The demise of the Amazon rain forest is just a breath away
At 2.6 million square miles, the South America’s Amazon rain forest is a little less than the size of the United States. It is fringed by Bolivia, Peru, Colombia, Venezuela, Guyana, Suriname and French Guiana, but 70% is within Brazil. The Amazon River slices it from west to east where it flows into the Atlantic.
Situated on the equator, the doldrums, it has an average annual precipitation of 50 to 260 inches a year, the highest and most extensive in the world (only a small area in Africa competes).
The tropical rains pour abundantly, but the trees release moisture that returns as rain and provides nearly half of the rainforest’s water needs. Emitting significant amounts of oxygen that animals require for their own metabolism, the Amazon rain forest is a blessing to all life, including humans, or so you would think.
Although the indigenous people living there have treated the forest with reverence, modern, civilized people have come to destroy it for their profit. Today, the Amazon rain forest is under attack.
Once it was entirely rain forest, with mahogany it’s most coveted tree. Its trees, as well as the plants that are used as pharmaceuticals, are what first attracted corporations, the principle enemy of the Amazon rain forest. With its wealth of timber and global demand, the rain forest offered irresistible profits to logging companies.

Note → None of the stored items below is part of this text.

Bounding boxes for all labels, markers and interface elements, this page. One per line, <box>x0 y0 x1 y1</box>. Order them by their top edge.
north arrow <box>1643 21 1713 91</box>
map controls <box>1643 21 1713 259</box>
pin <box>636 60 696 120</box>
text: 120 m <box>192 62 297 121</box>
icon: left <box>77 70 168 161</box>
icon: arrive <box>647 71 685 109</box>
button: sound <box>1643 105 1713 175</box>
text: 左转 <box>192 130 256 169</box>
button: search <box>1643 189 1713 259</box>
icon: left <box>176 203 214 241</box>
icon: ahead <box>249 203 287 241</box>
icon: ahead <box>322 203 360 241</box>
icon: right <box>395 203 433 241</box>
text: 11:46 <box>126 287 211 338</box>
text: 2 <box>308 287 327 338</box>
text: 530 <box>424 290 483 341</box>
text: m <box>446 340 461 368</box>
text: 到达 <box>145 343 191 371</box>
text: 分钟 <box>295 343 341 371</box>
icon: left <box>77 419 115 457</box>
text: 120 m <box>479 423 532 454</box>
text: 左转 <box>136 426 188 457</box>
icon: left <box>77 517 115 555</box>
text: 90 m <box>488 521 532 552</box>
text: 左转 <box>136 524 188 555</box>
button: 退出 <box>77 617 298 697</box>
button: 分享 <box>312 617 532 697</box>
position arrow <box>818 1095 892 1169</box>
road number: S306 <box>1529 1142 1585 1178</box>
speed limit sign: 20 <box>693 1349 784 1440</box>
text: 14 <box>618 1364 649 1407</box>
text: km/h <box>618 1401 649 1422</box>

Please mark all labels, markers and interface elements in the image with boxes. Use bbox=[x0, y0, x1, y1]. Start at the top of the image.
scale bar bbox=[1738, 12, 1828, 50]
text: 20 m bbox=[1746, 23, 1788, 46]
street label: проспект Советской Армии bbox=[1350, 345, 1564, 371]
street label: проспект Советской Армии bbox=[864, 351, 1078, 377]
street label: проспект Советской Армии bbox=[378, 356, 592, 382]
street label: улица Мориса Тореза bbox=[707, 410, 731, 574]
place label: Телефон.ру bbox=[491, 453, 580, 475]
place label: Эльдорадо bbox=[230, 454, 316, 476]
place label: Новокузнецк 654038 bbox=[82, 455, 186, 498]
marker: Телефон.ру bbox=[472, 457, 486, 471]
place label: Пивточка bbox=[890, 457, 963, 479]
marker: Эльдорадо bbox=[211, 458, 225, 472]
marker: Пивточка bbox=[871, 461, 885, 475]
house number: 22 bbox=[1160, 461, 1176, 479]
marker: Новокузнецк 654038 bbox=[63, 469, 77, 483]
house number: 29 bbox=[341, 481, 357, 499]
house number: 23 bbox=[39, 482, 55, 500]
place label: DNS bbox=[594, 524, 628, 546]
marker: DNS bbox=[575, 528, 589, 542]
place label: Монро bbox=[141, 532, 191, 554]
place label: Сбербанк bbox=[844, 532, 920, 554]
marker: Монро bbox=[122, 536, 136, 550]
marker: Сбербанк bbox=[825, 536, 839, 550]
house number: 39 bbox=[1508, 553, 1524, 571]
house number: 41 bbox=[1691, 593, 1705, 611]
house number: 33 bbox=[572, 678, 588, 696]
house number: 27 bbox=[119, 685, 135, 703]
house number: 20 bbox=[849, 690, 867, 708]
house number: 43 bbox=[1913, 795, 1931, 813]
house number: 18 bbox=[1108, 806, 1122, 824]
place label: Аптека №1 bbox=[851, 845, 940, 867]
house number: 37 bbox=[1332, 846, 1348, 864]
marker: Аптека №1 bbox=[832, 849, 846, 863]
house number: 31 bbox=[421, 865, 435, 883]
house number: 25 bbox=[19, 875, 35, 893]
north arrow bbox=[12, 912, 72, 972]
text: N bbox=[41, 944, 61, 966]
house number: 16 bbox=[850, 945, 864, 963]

From the 1970s to the present day, 20 percent of rain forest trees have been felled by power chain saws. Twenty years from now, another 20 percent may suffer the same fate. When that feat is accomplished, the rain forest may not produce enough rain from its own moisture and the remaining flora could die from the ensuing drought.
Even with its high rainfall levels, the trees are not secure. Drought has occurred in the Amazon Basin. It did in 2005. With global warming changing weather patterns, another drought is likely again. Without the rain, the Amazon Basin could become the largest tinderbox in the world.
A mere forty years ago the rain forest was standing tall, despite occasional wildfires that were unable to prevail beneath the plentiful rain. With the reduction of rain, the trees are now more at risk.
While half of the fires were started unintentionally, the other half are fully intentional; burning trees is the easiest way to clear land to use for planting.
Because a new predator, the farmer, has joined the loggers, particularly the soy farmers and cattlemen, vast tracts are being burned. So extensive is the burning, the carbon dioxide released into the atmosphere by these fires has made the Amazon Basin a major source of greenhouse gases and an accelerator to global warming. Once a source of the oxygen, the Amazon Basin is starting to choke the animal kingdom.
With its limited resources, the government of Brazil is attempting to put the brakes on this horrendous free fall. Laws protect millions of acres of forest and permits and licenses are required to use the resources of the Amazon Basin.
Millions of dollars have been collected in fines, and hundreds of sawmills and factories of been shut down. These measures have helped, but not stopped the deforestation and urbanization of the forest.
Without the human resources to enforce its environmental laws, Brazil is losing the battle against those land grabbers that have no greater care than for their own enrichment, overlooking the catastrophic results for the rest of us.
For some time now we’ve known these facts, and yet the Amazon rain forest continues to decline. For we who are not Brazilians, we can do little but elect national leaders who are willing to put on the pressure and supply the money required to save this precious forest.
We can also refuse to buy products that are derived from the Amazon rain forest, including Brazil’s timber (50% consumed by the U.S.), soy (47% to the U.S.), and cattle (7% to the U.S.), but we must also temper that with consideration for the men and women of Brazil who work for legal businesses.
At least, with the next breath we take, we should remember the Amazon rain forest and give thanks.